The insulation material applied on the stator windings of automotive electric machines are susceptible to the excessive temperature rise. Typically, several thermocouples are embedded in the end-winding and the active winding in the slot to detect the peak temperatures in real-time to avoid thermal damage and adjust cooling. However, in the slot windings, the uneven distribution of power loss will change with frequency. This phenomenon causes the movement of the hotspot in the slot winding at different operating states, while it is not so obvious in the end-winding.
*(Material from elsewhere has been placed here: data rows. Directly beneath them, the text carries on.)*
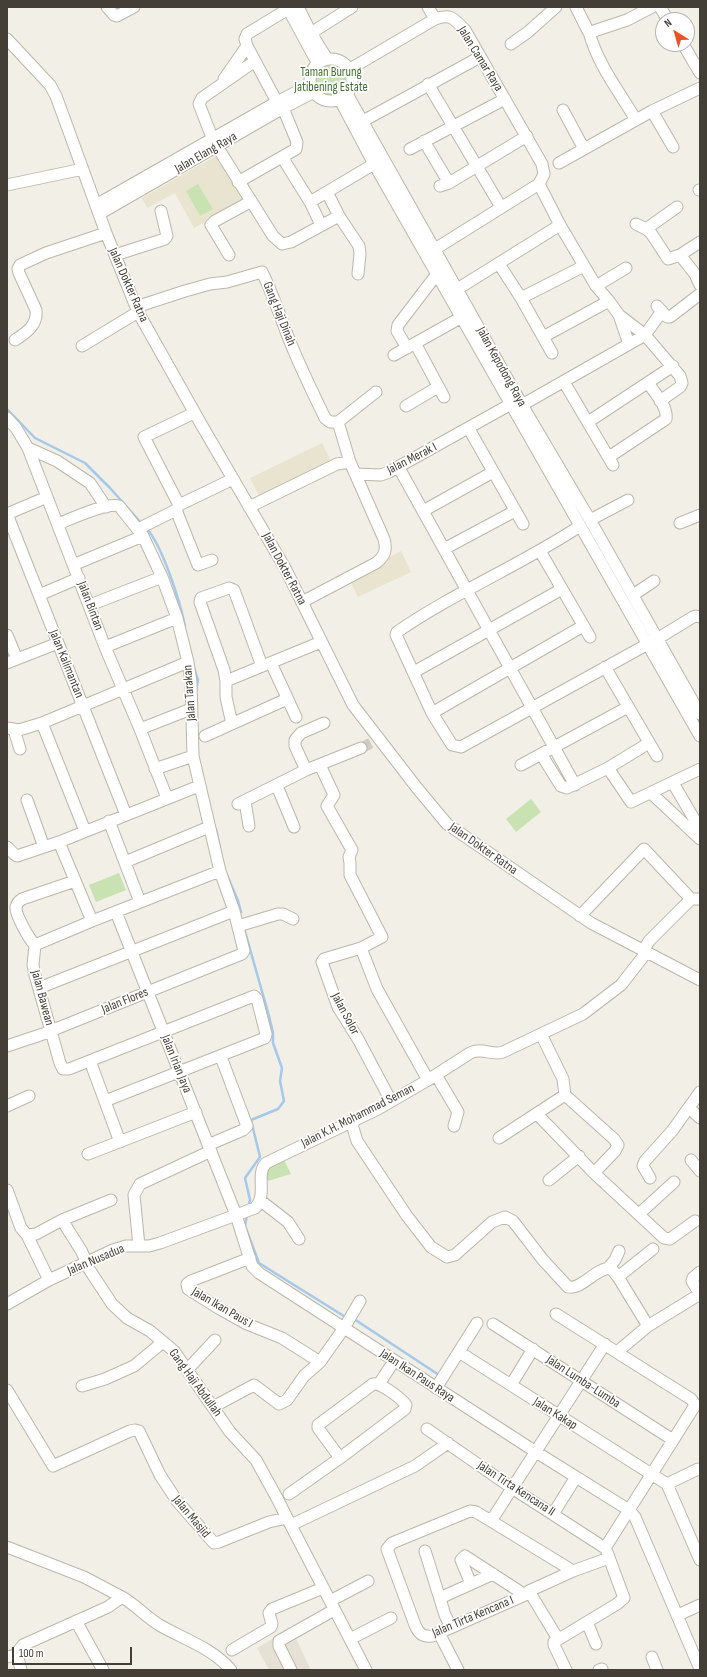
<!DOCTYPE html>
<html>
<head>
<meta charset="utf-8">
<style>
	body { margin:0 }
	#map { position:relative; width:707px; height:1677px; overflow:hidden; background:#f1efe6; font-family:"Sofia Sans Condensed",sans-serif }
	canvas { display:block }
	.frame { position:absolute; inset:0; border:8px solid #433f36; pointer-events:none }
	.north { position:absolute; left:655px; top:12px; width:40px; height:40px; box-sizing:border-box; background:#fff; border:1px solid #b4b2af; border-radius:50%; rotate:323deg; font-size:11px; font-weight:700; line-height:16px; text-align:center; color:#433f36 }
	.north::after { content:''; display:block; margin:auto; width:14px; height:18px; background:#e95325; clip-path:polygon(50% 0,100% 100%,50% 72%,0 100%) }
	.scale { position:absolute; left:12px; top:1647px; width:120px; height:18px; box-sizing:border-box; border:2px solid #433f36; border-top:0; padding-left:5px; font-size:12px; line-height:14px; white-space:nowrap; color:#433f36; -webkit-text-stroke:3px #fff; paint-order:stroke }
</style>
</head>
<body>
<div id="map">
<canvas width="707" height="1677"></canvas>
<div class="frame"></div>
<div class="north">N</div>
<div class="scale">100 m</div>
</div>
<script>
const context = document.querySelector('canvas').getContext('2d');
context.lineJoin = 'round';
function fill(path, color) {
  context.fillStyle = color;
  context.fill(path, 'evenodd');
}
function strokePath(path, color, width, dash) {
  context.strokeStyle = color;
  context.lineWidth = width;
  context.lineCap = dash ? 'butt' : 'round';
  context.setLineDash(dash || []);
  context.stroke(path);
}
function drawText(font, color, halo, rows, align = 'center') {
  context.font = font + ' "Sofia Sans Condensed",sans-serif';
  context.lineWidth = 3.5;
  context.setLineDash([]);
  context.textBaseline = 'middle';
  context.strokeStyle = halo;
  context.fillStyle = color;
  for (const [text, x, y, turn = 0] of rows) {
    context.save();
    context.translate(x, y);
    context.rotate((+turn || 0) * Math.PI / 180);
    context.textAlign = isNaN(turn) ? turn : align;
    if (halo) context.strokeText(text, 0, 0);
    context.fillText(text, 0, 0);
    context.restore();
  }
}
fill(new Path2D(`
	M291,1628L311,1670H269L257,1648Z`), '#e5e1d4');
fill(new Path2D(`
	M216,156L245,202L194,228L175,193L147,208L142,198Z
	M322,443L332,463L260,498L250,478Z
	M401,551L411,572L358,597L349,579Z`), '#e9e4d0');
fill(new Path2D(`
	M314 80a17 17 0 1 1 34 0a17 17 0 1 1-34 0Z
	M198,184L213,209L200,216L186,191Z
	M531,799L541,812L516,832L506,819Z
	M119,873L126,890L96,902L89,885Z
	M283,1158L291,1174L268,1181L265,1169Z`), '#c8e3b1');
strokePath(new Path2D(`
	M7,409L35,438L85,463L110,488L142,524
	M147,529C163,547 180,602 185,626
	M194,668L198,680L196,691
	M216,829L220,848
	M227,875L238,901L241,912
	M244,928L269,1016L273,1033V1043L282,1068L280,1081L284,1101L278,1109L251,1120L260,1157L245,1178L250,1200L248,1208
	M247,1215L245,1226L259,1263L347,1318
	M354,1319L439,1375`), '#a6c8ea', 2.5);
strokePath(new Path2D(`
	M361,748L379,739`), '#ceccc3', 11, [11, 5.5]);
const minor = new Path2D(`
	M107,7L114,15L117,16L134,7
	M287,7L318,64
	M298,7L311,33L327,59
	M428,7L435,19
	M576,7L588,31L591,32L627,20L652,7
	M660,7L668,20
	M589,32C598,65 619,91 636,120
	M311,33L352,7
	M7,39L50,85L56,96L106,233L138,312L201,424L285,568L353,705L417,788L447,824L591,923L700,980
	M511,44L528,32L556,7
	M683,44L700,73
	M310 80a21 21 0 1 1 42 0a21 21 0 1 1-42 0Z
	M255,61L202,98L199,104L213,140L273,236L282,244L291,242L339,216
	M350,69L435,19C451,13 454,19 465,30L542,164L544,174L539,184
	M224,79L247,46
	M428,84L501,207
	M347,94L525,410L590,520L700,714
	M340,100L374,164L700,736
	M277,102L247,46L245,39L247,34L288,9
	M563,110L584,149
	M652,111L673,147
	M363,121L480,57
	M424,141L449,183
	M410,149L505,99
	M282,157L310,202L321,225
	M559,163L652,111L700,88
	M238,182L296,149L297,142L283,108
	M539,184L560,225L596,286L609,301L619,315L629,344
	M7,185L83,169
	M440,186L449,183L527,136
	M699,190H700
	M327,192L339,216L359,246L360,254L358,274
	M310,202L374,164
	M96,205L277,102L310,85
	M99,214L283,108L314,92
	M636,224L646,229L651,233L668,259L680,255L695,274L700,285
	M646,229L677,207
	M435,249L539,184
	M115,255L165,239L167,236L161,211
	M229,255L211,225L215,221L250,202
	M680,255L700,242
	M499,264L521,298L552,353
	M596,286L626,268
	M451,293L560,225
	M521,298L584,266
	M657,306L667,317H670L700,294
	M136,307L185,291L210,284L227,282L262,272C272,292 279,313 287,334C298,363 312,391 325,418L330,422H338
	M619,315L645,335L680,376L682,383L680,387L660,401
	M543,337L609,301
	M15,340C26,333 38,325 36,310L19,273L18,269L20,265L46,253L106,233
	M415,343L444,397
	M82,346L138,312
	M407,348L397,331L398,325L437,274
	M394,355L462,317
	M564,382L613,465
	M522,405L645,335L662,311
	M406,406L438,387
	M7,418L16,428L28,448L105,647L140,729L167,798
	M588,422L673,366
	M469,429L523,524
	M28,448L57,461L90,483L106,507
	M609,457L666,419C668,407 655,393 648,383
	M350,462L338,422L376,392
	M399,468L575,785
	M355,474L381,475L389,472L511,404
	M179,505L144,437L194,413
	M249,507L337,464L350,462L384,539C387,550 385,556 376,563L302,602
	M176,510L198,565L212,560
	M423,511L493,472
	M7,514L126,815
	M7,514L47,497
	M590,520L628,500
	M680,523L700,515
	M580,526C521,565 455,592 397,632L396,635L432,713L452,745L461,747L657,639L693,617L696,616L700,617
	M138,529L176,510L179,505L233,479
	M444,549L515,511
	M540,551L590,637
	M73,565L143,536
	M39,595L79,578
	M633,595L654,581
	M90,605L162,577
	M7,635L17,659
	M105,647L177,618
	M7,663L58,643
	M271,663L296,717
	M605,667L657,756
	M414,672L562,589
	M226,681L321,642
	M432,713L583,626
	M42,723L85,831
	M232,724L226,697V681L224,670L200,602L201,598L229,588L234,590L262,666
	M7,728L19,730L42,723L188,662
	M140,729L191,709
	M14,730L20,749
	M205,736L287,699
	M541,754L561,786L567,788L608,768L649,743
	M320,765L334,795L327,806L352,850L349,857L350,863V875L382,937L361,948L324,959L322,962L338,1007L358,1039L391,1101
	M521,765L628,707
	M608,768L631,802L700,769
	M155,769L193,756
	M306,770L295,746V740L301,733L324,723
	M673,783L700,829
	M277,786L294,827
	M651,793L700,839
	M27,800L44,847
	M245,801L249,826
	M238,804L306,770L361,748
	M109,821L140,902
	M59,842L92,921
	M7,847L14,854L17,856L59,842L199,786
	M125,862L209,827
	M75,881L22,899C19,901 17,903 16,907C15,914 29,939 35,945L33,965L35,975L60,1063L63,1069H69L254,996L257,999L266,1034L265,1038L105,1101
	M116,912L236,1215L252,1266L259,1273L536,1452L629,1510L635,1517L700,1669
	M580,916L644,849L691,899
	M238,926L278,914H283L293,919
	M35,945L92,921L220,871
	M361,948L377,989L428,1080
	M643,951L649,941L691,899H700
	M39,988L234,911
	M7,1046L43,1034L242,954L244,951L234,911L220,871L193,756L191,682L188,662L177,618L162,577L143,536L119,506C107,502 71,519 58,524
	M90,1061L120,1142
	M436,1075L458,1112L454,1126
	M565,1095L614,1139L618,1145L615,1151L594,1173
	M7,1106L29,1096
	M689,1108L700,1118
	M537,1114L594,1173L664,1238L670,1239L695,1221
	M351,1121L357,1141L407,1216L431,1247L447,1257L455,1255L492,1222L505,1217L513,1221L543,1260L568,1287C582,1290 595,1268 611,1268L618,1277L648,1326
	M499,1138L565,1095L563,1079L541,1034
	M208,1145L243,1130L247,1126L221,1057
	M88,1154L196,1112
	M691,1160L700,1171
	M650,1178L643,1166L645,1161L672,1131L700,1092
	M549,1180L579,1156
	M7,1190L21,1228L27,1235L49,1280
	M261,1201L288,1222L299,1239
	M639,1214L674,1182
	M62,1220L82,1252L89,1269L112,1304L127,1318L150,1331L174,1351L230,1432L256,1460L278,1500L287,1518
	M27,1235L36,1234L62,1220L111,1200
	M139,1246L134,1195L140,1184L211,1151
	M250,1258L191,1281L187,1284L188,1289L220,1309L247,1324L282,1338L320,1362
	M608,1268L615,1260L619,1251
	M700,1272L693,1278L692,1281L700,1294
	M618,1277L653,1249
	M7,1304L49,1280L113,1250L126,1246H149L160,1243L255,1208C268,1195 255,1174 266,1163L378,1109L428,1080L470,1053C482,1047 492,1056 503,1052L583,1014L621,985L646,953
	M556,1314L691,1399L694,1403V1407L605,1548
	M493,1324L673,1440
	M459,1352L667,1484L700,1560
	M617,1352L648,1326L700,1294
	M187,1370L215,1340
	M379,1384L394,1361
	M511,1385L533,1349
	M82,1386L105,1379L134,1366L163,1342
	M436,1388L477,1323
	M7,1390L53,1466L130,1431L135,1430L139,1431L160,1475L177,1501L214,1543L219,1542L269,1522L287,1518L366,1670
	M213,1407L254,1385L279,1404L287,1400L304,1376L320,1362L344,1328L360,1301
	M427,1429L512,1488L605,1548
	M667,1484L698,1469L700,1470
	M289,1494L340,1458L405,1409L406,1405C402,1399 380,1382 373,1384L318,1425V1428L340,1458
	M553,1514L576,1477
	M491,1521L605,1344
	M291,1525L415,1466L448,1443
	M7,1547L84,1577L122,1597
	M425,1551L445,1615L451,1627
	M573,1571L491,1521L476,1512L470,1511L392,1543L387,1549L415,1625C419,1634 423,1637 432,1636L525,1595L529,1591L573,1571L609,1558
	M471,1584L461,1560L465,1556L525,1595
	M529,1591L558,1639
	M440,1598L493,1574
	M330,1601L368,1581
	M678,1615L700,1605
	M76,1621L103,1670
	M587,1622L596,1644
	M439,1633L458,1670
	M350,1639L391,1618
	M232,1650L271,1627L272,1624L269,1613L272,1609L323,1588
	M15,1655L18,1658L21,1670
	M7,1657L15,1655L23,1645L108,1607L122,1597C136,1605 147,1618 161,1626C186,1640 212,1648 231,1670
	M652,1657L657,1670
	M291,1670L279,1646V1641L334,1610
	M566,1670L554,1645V1642L617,1604L624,1598L607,1552
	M599,1670L602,1669`);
strokePath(minor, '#bcb7a9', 13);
strokePath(minor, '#fff', 11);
drawText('13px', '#433f36', '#fff', [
	["Jalan Camar Raya",480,59,58],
	["Jalan Elang Raya",206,153,-30],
	["Jalan Dokter Ratna",128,285,66],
	["Gang Haji Dinah",279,314,68],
	["Jalan Kepodong Raya",501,367,61],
	["Jalan Merak I",412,459,-27],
	["Jalan Dokter Ratna",284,569,62],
	["Jalan Bintan",90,606,69],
	["Jalan Kalimantan",66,664,68],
	["Jalan Tarakan",190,693,-94],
	["Jalan Dokter Ratna",483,849,35],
	["Jalan Bawean",42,998,75],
	["Jalan Flores",125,1001,-22],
	["Jalan Solor",345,1014,62],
	["Jalan Irian Jaya",176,1064,68],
	["Jalan K.H. Mohammad Seman",358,1116,-27],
	["Jalan Nusadua",96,1260,-23],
	["Jalan Ikan Paus I",222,1308,30],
	["Jalan Ikan Paus Raya",417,1376,33],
	["Jalan Lumba-Lumba",583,1382,33],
	["Gang Haji Abdullah",195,1383,54],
	["Jalan Kakap",555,1414,32],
	["Jalan Tirta Kencana II",516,1489,33],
	["Jalan Masjid",191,1517,50],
	["Jalan Tirta Kencana I",473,1617,-23]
]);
drawText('13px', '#41702e', '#fff', [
	["Taman Burung",331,73],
	["Jatibening Estate",331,88]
]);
</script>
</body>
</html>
As a result, the peak temperature in the slot winding cannot always be detected exactly by the fixed thermocouples, which has never been realized and valued. In this article, we analyze the movement of the hotspot in both of the slot winding and end-winding. In order to improve the detecting precision, we use an offline theoretical thermal-magnetic model to deduce the relationship between the temperatures at the measured position and real hotspot at various operating states. Then the thermocouple reading can be corrected in real-time according to the deduced relationship. The experimental test validates the performance of the proposed method in elevating the precision of peak temperature detection.

中文翻译：

---

高频汽车电机绕组峰值温度检测的校正


汽车电机定子绕组上使用的绝缘材料容易受到温升过高的影响。通常，在端部绕组和槽内的有源绕组中嵌入多个热电偶，以实时检测峰值温度，以避免热损坏并调整冷却。然而，在槽绕组中，功率损耗的不均匀分布会随着频率的变化而变化。这种现象导致槽绕组在不同运行状态下热点发生移动，而端部绕组则不那么明显。因此，固定热电偶无法始终准确检测槽绕组中的峰值温度，这一点从未被实现和重视。在本文中，我们分析了槽绕组和端部绕组中热点的运动。为了提高检测精度，我们使用离线理论热磁模型来推导各种工作状态下测量位置的温度与真实热点​​之间的关系。然后可以根据推导的关系实时校正热电偶读数。实验测试验证了该方法在提高峰值温度检测精度方面的性能。